------ Dataset content

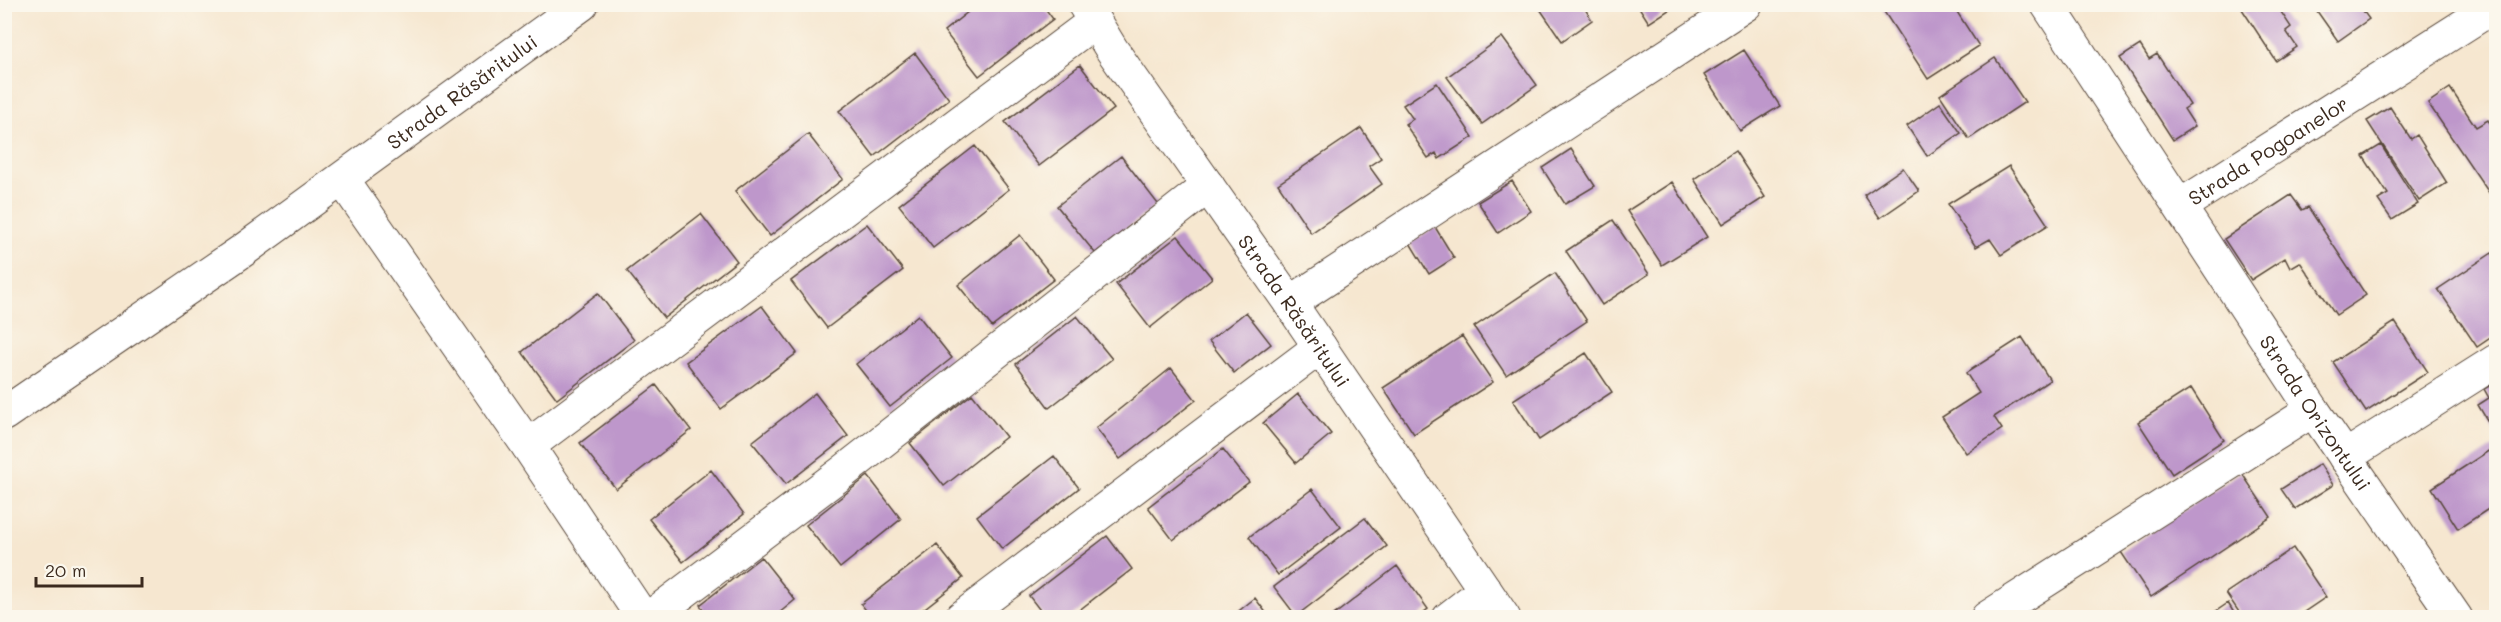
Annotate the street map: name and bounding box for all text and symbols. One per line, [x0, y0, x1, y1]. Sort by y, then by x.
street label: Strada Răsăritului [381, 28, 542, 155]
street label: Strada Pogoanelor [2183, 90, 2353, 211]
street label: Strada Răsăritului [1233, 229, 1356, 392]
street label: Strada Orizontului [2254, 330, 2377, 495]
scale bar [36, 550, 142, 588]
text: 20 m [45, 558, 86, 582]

------------

What to work on:
The preceding entries are to be written out again exactly, with the pictures removed.

Response for this exercise:
Annotate the street map: name and bounding box for all text and symbols. One per line, [x0, y0, x1, y1]. Sort by y, then by x.
street label: Strada Răsăritului [381, 28, 542, 155]
street label: Strada Pogoanelor [2183, 90, 2353, 211]
street label: Strada Răsăritului [1233, 229, 1356, 392]
street label: Strada Orizontului [2254, 330, 2377, 495]
scale bar [36, 550, 142, 588]
text: 20 m [45, 558, 86, 582]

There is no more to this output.